(REQUIRED WORK): Among the lines of the data below, count those that hold the word "position". Answer with the number alone.

Stored items:
####

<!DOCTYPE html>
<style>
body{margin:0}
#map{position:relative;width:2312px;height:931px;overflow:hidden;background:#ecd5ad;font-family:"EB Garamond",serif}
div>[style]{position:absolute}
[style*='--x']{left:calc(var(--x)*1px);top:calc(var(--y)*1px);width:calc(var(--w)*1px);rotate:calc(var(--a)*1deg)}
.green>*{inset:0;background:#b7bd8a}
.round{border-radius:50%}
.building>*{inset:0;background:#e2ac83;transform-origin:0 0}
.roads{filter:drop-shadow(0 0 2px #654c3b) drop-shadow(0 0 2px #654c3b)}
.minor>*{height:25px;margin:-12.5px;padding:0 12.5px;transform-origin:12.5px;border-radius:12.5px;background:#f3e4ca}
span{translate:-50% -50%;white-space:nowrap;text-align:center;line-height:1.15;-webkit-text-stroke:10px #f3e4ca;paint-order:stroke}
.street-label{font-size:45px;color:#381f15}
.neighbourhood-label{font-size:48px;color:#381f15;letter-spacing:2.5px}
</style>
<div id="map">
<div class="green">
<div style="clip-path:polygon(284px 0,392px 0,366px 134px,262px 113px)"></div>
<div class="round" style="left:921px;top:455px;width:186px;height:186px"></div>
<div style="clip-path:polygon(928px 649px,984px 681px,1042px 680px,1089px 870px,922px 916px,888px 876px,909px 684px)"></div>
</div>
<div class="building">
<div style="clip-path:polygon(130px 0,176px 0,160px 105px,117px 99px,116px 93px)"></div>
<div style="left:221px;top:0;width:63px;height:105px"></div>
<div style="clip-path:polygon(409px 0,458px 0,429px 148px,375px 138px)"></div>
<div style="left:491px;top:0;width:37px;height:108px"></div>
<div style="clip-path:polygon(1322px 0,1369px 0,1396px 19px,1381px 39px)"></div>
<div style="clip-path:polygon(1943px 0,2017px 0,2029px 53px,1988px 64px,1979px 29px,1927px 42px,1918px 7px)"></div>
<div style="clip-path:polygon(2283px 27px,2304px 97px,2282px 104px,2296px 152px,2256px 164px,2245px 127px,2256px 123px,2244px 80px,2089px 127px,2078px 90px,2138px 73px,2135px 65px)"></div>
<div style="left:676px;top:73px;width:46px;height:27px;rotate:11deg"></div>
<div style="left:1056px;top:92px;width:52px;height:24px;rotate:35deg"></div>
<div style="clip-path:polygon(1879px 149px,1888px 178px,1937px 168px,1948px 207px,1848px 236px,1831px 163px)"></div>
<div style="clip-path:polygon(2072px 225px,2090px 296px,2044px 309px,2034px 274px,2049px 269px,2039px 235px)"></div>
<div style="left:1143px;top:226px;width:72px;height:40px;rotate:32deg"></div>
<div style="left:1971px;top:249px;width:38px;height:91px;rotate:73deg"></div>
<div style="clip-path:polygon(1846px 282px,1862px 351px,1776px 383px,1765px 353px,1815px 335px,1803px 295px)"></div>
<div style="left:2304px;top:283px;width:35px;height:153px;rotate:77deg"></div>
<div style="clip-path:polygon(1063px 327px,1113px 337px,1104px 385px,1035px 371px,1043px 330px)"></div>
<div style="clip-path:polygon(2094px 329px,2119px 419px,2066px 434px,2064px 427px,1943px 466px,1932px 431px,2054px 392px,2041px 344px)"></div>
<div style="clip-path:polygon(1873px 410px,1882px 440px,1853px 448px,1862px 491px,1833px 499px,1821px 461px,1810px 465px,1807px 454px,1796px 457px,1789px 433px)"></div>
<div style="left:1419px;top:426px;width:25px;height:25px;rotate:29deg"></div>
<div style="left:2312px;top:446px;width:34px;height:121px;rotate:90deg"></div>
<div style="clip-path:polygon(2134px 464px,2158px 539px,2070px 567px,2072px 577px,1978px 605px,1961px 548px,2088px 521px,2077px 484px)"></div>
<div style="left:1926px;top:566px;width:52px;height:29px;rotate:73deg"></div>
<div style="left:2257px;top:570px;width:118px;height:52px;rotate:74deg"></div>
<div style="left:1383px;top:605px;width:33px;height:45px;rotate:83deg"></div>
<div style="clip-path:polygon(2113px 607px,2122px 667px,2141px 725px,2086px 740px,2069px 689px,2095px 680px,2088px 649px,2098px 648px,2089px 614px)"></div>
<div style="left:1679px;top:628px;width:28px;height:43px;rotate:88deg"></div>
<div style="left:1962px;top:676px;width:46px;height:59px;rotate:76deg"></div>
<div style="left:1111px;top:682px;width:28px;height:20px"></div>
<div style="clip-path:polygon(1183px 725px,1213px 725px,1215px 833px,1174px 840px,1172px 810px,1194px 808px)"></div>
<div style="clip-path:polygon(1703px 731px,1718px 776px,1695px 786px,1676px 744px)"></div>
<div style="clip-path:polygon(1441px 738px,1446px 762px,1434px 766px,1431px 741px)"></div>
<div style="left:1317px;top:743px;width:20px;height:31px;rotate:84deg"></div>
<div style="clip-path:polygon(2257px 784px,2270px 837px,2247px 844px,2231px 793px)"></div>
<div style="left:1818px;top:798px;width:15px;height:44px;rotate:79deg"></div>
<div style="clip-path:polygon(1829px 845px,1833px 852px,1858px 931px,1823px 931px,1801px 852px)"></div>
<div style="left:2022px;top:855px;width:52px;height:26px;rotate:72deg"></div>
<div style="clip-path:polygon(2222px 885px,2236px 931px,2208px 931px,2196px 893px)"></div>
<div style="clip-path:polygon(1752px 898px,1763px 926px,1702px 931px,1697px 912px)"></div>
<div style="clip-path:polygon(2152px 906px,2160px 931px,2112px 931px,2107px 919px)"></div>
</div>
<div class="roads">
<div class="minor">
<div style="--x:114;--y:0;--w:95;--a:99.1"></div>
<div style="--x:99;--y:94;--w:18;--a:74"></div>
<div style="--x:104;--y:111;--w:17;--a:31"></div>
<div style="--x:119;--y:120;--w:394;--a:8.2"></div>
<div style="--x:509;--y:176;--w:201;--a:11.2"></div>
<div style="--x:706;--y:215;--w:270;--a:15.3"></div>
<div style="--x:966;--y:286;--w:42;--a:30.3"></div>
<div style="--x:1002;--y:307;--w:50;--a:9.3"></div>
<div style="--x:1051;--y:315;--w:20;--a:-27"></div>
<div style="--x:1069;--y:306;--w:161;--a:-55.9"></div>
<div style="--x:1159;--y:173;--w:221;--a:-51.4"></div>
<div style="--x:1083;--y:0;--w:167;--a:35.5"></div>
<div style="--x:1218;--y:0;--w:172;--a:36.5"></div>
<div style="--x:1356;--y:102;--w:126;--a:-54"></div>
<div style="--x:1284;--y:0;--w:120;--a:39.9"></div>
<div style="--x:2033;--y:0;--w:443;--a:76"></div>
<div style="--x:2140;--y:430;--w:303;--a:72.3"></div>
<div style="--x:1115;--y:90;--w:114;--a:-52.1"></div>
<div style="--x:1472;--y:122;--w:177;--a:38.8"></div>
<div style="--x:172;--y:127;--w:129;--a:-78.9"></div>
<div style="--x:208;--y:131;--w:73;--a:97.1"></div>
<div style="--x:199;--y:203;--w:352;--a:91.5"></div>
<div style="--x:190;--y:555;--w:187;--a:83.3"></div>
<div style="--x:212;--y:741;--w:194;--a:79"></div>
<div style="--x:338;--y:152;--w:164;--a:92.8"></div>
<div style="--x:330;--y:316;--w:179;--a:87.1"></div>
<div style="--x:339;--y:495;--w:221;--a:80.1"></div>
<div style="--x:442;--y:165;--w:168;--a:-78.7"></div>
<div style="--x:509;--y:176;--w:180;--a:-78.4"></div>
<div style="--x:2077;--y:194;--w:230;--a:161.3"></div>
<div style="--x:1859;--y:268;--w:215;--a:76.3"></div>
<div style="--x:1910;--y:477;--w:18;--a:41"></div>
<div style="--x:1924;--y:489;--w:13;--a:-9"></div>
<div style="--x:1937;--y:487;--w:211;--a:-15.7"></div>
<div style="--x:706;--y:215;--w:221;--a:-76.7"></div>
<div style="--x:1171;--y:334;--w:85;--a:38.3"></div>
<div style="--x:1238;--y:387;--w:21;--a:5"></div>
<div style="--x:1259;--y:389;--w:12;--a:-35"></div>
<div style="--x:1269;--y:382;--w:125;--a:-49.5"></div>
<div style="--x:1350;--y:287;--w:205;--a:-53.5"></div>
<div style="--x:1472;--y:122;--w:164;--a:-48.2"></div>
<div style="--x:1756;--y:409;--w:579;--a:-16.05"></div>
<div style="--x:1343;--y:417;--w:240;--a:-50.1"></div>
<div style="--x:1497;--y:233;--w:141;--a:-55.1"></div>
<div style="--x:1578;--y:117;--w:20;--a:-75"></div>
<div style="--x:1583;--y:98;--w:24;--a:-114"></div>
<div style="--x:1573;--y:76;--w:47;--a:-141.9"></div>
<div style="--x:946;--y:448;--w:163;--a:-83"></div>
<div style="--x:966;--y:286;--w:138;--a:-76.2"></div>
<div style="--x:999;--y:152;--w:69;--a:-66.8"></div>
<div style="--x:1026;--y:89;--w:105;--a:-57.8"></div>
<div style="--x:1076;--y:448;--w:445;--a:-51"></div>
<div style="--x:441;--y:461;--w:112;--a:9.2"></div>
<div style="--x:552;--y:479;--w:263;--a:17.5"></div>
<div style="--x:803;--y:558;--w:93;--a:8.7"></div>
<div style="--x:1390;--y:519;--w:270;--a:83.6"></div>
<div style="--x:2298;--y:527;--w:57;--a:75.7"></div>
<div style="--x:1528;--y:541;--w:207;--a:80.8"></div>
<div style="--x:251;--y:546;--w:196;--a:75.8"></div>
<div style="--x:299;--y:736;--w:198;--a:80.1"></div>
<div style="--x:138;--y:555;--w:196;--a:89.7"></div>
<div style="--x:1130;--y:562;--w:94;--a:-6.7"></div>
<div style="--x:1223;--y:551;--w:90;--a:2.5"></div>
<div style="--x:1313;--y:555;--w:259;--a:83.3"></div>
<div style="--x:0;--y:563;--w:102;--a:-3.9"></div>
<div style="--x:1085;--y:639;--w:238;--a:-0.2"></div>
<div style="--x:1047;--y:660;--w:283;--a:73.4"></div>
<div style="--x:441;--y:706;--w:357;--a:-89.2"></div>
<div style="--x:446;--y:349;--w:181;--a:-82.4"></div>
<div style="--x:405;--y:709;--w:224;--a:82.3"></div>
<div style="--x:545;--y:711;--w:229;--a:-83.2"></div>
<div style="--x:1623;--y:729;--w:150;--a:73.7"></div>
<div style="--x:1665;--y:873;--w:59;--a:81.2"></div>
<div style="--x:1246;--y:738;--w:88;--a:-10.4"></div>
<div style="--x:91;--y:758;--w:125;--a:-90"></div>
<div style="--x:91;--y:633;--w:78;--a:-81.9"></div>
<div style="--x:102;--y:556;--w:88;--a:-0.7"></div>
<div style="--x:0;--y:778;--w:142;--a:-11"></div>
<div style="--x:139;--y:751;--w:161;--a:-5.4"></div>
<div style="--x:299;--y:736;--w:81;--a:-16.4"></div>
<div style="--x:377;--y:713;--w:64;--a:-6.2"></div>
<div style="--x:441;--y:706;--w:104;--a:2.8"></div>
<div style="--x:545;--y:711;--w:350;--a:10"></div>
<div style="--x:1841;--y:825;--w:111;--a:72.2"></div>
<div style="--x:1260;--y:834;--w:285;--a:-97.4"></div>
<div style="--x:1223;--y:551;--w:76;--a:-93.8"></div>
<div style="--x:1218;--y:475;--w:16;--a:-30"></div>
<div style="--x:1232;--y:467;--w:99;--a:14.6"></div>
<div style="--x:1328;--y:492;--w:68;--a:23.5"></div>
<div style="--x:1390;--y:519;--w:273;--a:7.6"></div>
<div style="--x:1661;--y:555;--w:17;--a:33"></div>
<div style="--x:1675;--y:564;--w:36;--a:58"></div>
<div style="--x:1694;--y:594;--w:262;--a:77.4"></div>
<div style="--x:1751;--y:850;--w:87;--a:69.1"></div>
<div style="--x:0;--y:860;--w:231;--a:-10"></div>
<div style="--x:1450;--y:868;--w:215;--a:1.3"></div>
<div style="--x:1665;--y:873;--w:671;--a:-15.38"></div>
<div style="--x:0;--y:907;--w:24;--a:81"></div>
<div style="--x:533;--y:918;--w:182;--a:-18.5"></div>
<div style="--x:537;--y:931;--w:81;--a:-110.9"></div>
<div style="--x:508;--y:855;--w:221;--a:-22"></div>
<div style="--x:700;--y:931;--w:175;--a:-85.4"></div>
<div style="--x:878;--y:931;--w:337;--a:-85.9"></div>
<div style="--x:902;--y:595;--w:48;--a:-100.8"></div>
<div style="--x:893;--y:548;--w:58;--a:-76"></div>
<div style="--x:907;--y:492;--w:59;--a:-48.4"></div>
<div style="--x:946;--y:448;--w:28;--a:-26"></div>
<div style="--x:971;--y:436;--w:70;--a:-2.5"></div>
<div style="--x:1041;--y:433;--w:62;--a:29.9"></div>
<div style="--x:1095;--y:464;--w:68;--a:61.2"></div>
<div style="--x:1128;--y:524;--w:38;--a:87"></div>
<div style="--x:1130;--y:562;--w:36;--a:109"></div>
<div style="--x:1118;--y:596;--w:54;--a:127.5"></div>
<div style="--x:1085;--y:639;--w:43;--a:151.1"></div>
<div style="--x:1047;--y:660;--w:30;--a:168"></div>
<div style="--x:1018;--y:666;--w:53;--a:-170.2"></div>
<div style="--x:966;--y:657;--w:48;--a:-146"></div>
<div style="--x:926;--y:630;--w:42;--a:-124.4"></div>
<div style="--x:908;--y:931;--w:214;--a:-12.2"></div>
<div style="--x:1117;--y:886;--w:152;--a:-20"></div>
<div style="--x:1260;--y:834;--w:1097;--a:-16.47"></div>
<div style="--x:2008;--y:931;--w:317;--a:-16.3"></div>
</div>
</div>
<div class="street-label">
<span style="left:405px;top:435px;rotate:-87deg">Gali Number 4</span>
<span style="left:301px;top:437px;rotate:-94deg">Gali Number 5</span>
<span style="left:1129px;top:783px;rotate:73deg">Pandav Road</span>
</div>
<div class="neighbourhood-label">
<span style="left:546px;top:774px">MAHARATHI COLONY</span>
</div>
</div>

####

(YOUR SOLUTION): 2